In 1999, during a raid on her centre, about 30 young Africans were arrested for drug trafficking under the controversial "Operation Spring". Ute Bock herself was charged with banditry and drug trafficking, too. This led to her being temporarily suspended from duty. Later the charges were dropped, though she was forbidden to accommodate other African asylum seekers in her center. She then organised private residential communities, which she self-funded and supervised.

In 2000 she retired, but continued working on her project. 2002 she founded her own NGO Flüchtlingsprojekt Ute Bock ("refugee project Ute Bock"). Over 350 asylum seekers find accommodation in Ute Bock's organised apartments. Another 1,000 homeless asylum seekers have their mailing address at her NGO's address. She made legal advice available to her clients.

The NGO relies on donations. In Vienna, the campaign Bock auf Bier was started, in which a small percentage of the price of a beer was given to Bock's housing projects for asylum seekers. Bock auf Bier is a slang expression for Wanting a beer, but Bock Beer stands for a specially strong beer

In 2012, president Heinz Fischer awarded her the Decoration of Honour for Services to the Republic of Austria, Austria's highest national honorary award.

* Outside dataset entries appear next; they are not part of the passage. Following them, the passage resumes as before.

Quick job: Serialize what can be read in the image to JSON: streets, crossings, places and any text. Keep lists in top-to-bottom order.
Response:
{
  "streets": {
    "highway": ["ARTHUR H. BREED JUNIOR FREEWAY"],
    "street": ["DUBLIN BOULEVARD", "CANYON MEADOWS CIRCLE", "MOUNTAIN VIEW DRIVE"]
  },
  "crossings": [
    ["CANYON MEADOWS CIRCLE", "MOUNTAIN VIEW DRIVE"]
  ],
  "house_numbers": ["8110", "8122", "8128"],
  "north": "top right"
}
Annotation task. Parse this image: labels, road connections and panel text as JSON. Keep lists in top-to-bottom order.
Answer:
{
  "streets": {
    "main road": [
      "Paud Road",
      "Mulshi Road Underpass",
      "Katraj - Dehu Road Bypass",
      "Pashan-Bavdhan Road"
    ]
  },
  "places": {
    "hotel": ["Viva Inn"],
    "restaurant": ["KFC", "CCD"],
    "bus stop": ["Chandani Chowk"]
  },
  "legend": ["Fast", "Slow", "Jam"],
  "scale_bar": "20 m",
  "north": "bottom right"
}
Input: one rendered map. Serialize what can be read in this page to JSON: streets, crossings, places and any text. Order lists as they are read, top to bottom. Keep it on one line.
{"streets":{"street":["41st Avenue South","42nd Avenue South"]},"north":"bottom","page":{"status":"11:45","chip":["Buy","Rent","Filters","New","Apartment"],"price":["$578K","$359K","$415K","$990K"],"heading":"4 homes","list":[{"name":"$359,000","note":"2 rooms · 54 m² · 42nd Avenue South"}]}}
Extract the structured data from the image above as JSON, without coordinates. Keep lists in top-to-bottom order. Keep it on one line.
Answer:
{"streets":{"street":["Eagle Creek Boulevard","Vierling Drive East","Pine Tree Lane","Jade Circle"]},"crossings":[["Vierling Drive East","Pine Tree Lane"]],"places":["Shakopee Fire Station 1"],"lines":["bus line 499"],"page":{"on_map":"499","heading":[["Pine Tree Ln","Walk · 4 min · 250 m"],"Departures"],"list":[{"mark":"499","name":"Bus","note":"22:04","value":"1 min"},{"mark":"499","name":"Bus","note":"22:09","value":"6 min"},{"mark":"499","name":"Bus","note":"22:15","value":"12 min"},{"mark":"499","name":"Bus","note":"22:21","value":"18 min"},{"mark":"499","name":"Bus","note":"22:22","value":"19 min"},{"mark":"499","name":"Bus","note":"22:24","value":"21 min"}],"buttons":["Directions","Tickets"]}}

In December 2013 she suffered from a stroke and was unable to be as active as she had been before, which led her NGO into financial difficulties. Several flats could not be paid anymore and some asylum seekers had to change accommodation. In order for donations to be revived, she started working again in 2014. In 2018, she died in Vienna, aged 75.

== Movies ==
Two films have been made about Ute Bock:

- The documentary Bock for President was released in 2019. It was shown for the first time as a preview in cooperation between Stadtkino and the Vienna International Film Festival during the 2009 student protests in Austria in the then occupied lecture hall of the University of Vienna. The official premiere took place as part of the Vienna International Film festival at the Künstlerhaus cinema on November 1, in the Austrian cinemas the film was shown on January 15, 2010.
- In November 2010, the feature film Die verrückte Welt der Ute Bock (The crazy world of Ute Bock) was released. It was directed by Houchang Allahyari and starred Josef Hader, Karl Markovics, Viktor Gernot, Andreas Vitasek, Julia Stemberger, Dolores Schmidinger, Peter Kern and Alexander Pschill. The film depicts Bock's work as well as stories of people she meets, both refugees as well as police.

== Awards ==
Bock won several awards for her social implication:
- 1999: Ute Bock Award for Moral Courage Zivilcourage
- 2000: UNHCR-Refugee-Award
- 2002: Bruno Kreisky Award
- 2003: Karl Renner Prize and Greinecker Seniorenpreis
- 2005: One of the five Austrian women, who were selected for the project Peace Women Across the Globe 2007
- 2007: International Human Award
- 2012: Decoration of Honour for Services to the Republic of Austria

== Publications ==
- with Cornelia Krebs (ed.): Ute Bock. Die Geschichte einer Flüchtlingshelferin. Vienna: Molden, 2010, ISBN 978-3-85485-268-1.